Thinking back to the music system in Lord of the Rings Online:
Upon release, there was a simple system where you could play tunes by equipping a pipe, lute or drums and use your computer keyboard like a monophonic piano keyboard - it was a bit awkward and you had only one and a half octaves to play with but some folk could put on really good shows - players would stop to gather round and listen, and even join in with drums. Of course there were always syncing issues and the music was a little thin and not many people were good enough players to make pleasant melodies.
So, they overhauled the system, made an external silent beat to sync to and introduced music notation macros in the form of ABC (which sounds similar to MML.) The idea was to allow those of lesser skill to equip their instrument and 'play' simple phrases with one repeated key press - perhaps changing key at intervals with another key. The more talented players could add an extemporaneous tune over the top of this accompaniment and everyone could join the music making.
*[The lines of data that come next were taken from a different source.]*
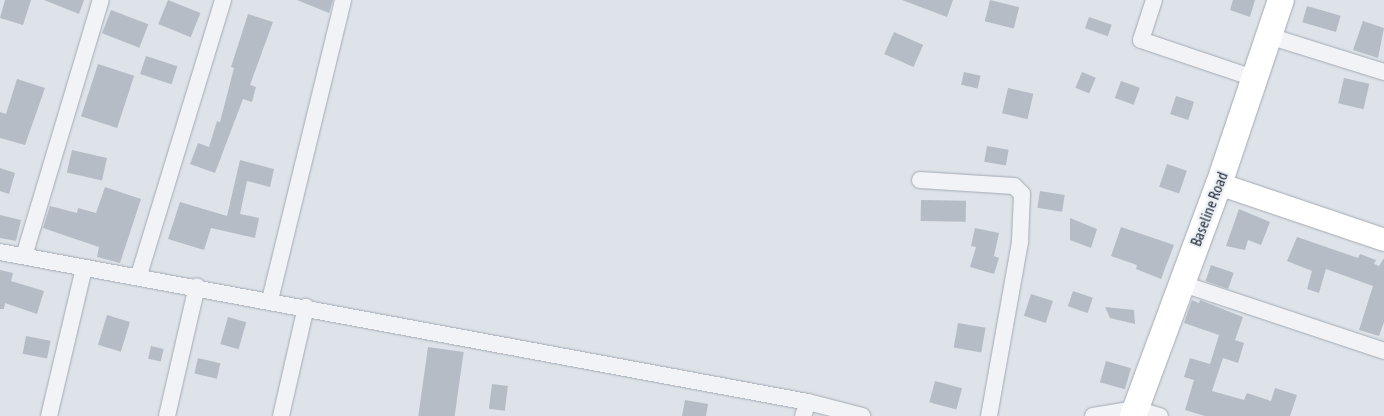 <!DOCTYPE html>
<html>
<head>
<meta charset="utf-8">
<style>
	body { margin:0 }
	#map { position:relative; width:1384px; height:416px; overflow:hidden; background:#dee3e9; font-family:"Asap Condensed",sans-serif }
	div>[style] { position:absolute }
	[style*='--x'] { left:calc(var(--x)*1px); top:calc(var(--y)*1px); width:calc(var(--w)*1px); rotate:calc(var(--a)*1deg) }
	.building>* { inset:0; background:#b5bcc6; transform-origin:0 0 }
	.roads { filter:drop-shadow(0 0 1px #a3aab3) drop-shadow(0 0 1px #a3aab3) }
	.street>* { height:16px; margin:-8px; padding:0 8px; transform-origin:8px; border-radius:8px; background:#f1f3f7 }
	.secondary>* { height:22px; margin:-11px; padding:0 11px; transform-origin:11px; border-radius:11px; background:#fff }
	.primary>* { height:26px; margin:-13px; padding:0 13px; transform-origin:13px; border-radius:13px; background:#fff }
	span { translate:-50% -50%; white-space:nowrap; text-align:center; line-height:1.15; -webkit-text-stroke:5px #eef2f6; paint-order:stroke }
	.street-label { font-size:15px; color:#263141 }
</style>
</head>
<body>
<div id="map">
	<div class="building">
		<div style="clip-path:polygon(5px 0,31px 0,23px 25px,0 18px)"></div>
		<div style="clip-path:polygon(44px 0,84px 0,79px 14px)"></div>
		<div style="left:168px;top:0;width:35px;height:26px;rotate:22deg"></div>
		<div style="clip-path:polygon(297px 0,333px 0,329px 13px)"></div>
		<div style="clip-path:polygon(902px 0,953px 0,947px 17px)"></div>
		<div style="left:990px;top:0;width:30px;height:22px;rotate:14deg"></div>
		<div style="clip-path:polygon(1233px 0,1255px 0,1250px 17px,1230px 10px)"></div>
		<div style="left:1307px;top:6px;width:35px;height:17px;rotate:16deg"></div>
		<div style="left:111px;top:10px;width:40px;height:25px;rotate:21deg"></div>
		<div style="clip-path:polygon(248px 14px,273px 22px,250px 85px,256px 87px,252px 102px,243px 99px,215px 173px,190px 164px,198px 143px,209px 147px,217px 121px,220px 122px,234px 68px,231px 67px)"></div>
		<div style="left:1089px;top:17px;width:24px;height:12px;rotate:19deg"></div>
		<div style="clip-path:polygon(1363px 21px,1384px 28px,1378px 58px,1353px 50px)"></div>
		<div style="left:894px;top:32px;width:32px;height:24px;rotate:24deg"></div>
		<div style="left:146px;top:56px;width:33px;height:19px;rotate:18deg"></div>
		<div style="left:98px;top:64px;width:38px;height:55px;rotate:18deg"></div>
		<div style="left:964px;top:72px;width:17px;height:13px;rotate:13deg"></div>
		<div style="left:1082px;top:72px;width:15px;height:17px;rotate:23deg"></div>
		<div style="left:1344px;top:78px;width:26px;height:26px;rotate:13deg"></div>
		<div style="clip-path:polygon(17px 79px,45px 88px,25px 145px,0 138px,0 112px,6px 114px)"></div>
		<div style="left:1121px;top:81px;width:20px;height:18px;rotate:20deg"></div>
		<div style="left:1008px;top:88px;width:26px;height:26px;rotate:13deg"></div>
		<div style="left:1176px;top:96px;width:19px;height:19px;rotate:18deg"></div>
		<div style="left:987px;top:146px;width:22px;height:16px;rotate:10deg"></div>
		<div style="left:72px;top:150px;width:36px;height:23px;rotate:13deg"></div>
		<div style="clip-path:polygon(240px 160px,274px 169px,270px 187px,247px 181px,240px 214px,259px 218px,255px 238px,211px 228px,204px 250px,168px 239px,180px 202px,227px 216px)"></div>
		<div style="left:1167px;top:164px;width:21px;height:24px;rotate:19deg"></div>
		<div style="clip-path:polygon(0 168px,15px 173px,9px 194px,0 191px)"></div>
		<div style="clip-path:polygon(105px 187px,141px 199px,120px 263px,97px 257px,99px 247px,43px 228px,50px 206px,77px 213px,78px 208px,96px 213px)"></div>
		<div style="left:1040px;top:191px;width:25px;height:17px;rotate:9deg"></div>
		<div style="left:921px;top:200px;width:45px;height:21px;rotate:1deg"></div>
		<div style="clip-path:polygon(1239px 209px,1270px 222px,1261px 245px,1248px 240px,1245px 250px,1226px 246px)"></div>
		<div style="clip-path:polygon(0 215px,21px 220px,16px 241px,0 238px)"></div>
		<div style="clip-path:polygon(1070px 218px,1097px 229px,1091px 248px,1070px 240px)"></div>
		<div style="clip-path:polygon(1121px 227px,1174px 245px,1161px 279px,1136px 269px,1137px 265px,1111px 256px)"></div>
		<div style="clip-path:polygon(975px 228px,999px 233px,994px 256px,999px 258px,994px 274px,970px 267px,976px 247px,971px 246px)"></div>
		<div style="clip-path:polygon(1297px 237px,1358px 258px,1360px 254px,1376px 260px,1374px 264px,1379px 266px,1384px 258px,1384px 322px,1379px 336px,1359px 330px,1373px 286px,1326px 269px,1319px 293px,1307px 289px,1312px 271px,1287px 261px)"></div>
		<div style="left:1211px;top:265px;width:24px;height:17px;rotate:19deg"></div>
		<div style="clip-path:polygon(0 270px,13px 273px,11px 281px,44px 291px,37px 314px,5px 303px,4px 309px,0 309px)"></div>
		<div style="left:1073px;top:291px;width:21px;height:16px;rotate:19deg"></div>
		<div style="left:1031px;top:294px;width:23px;height:23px;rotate:18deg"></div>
		<div style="clip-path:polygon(1192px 300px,1199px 303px,1200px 300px,1243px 317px,1235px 340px,1244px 343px,1238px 363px,1223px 358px,1212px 391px,1244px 400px,1247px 393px,1271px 401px,1275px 388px,1297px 395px,1290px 416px,1205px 416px,1185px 410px,1194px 380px,1184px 377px,1190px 358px,1210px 364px,1219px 335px,1184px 323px)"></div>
		<div style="clip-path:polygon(1105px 307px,1134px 310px,1135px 324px,1110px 318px)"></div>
		<div style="left:107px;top:315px;width:24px;height:31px;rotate:17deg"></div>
		<div style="left:228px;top:317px;width:19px;height:28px;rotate:16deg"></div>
		<div style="left:958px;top:323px;width:28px;height:25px;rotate:10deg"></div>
		<div style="left:26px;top:336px;width:25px;height:18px;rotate:11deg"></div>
		<div style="left:151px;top:346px;width:13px;height:13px;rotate:13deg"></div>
		<div style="left:428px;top:347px;width:36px;height:70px;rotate:8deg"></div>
		<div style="left:198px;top:358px;width:23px;height:16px;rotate:13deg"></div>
		<div style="left:1106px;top:361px;width:26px;height:22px;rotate:16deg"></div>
		<div style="left:935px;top:381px;width:28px;height:22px;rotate:15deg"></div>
		<div style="left:492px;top:384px;width:16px;height:25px;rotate:7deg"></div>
		<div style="clip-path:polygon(685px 400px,708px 404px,706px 416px,682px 416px)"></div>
	</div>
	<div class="roads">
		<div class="street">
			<div style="--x:1154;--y:0;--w:42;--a:108"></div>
			<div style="--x:1141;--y:40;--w:121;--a:18.7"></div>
			<div style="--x:1269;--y:36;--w:121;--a:17.4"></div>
			<div style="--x:920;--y:180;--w:94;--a:3.7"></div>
			<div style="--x:1014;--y:186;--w:11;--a:45"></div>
			<div style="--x:1022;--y:194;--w:48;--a:92.4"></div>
			<div style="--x:1020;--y:242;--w:177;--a:100.1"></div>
			<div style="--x:0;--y:252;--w:822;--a:10.52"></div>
			<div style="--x:808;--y:402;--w:56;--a:14.5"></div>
			<div style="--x:24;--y:256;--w:267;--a:-73.3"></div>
			<div style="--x:139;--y:275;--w:288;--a:-73"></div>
			<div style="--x:1180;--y:283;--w:215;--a:18.4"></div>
			<div style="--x:270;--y:300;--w:309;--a:-76.3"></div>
			<div style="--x:49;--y:416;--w:152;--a:-76.7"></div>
			<div style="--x:167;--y:416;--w:133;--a:-77"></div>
			<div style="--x:281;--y:416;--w:112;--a:-77.1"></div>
			<div style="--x:803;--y:416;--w:15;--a:-70"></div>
			<div style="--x:1093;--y:416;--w:43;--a:-9.5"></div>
			<div style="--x:1135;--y:409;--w:26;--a:16"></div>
		</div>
		<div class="secondary">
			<div style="--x:1219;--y:184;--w:174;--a:18.7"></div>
		</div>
		<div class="primary">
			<div style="--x:1133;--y:416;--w:247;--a:-69.7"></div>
			<div style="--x:1219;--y:184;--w:194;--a:-71.4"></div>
		</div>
	</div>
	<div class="street-label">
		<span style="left:1209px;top:209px;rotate:-69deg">Baseline Road</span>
	</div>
</div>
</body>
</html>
What actually happened was that people would make tunes and even fully fledged multipart musical scores in ABC that played with one keypress for each instrument/player. They sounded great, but it wasn't really live music being played anymore - just a computer program running and a lot of the excitement went out of the system.
Having a system which requires real, continuous input from the player makes the musical play more real and enjoyable. For many people, it appears that the Rock Band style of play is more than enough to engage them - it is, presumably, the closest they will ever get to creating music and I guess it might allow some small degree of emotional shaping of the music by anticipating or delaying the beat - or even forcing the tempo, if it is cleverly programmed (oddly, things that you must strive to avoid doing in the Rock Band style of gameplay.)
For me, trying to peck out The Blue Danube Waltz on a QWERTY keyboard while my friend tries gamely to keep his simple three beat drum/snare accompaniment on the beat (with 100ms pings to the server for each of us) was a joy and frustration that I'd love to revisit.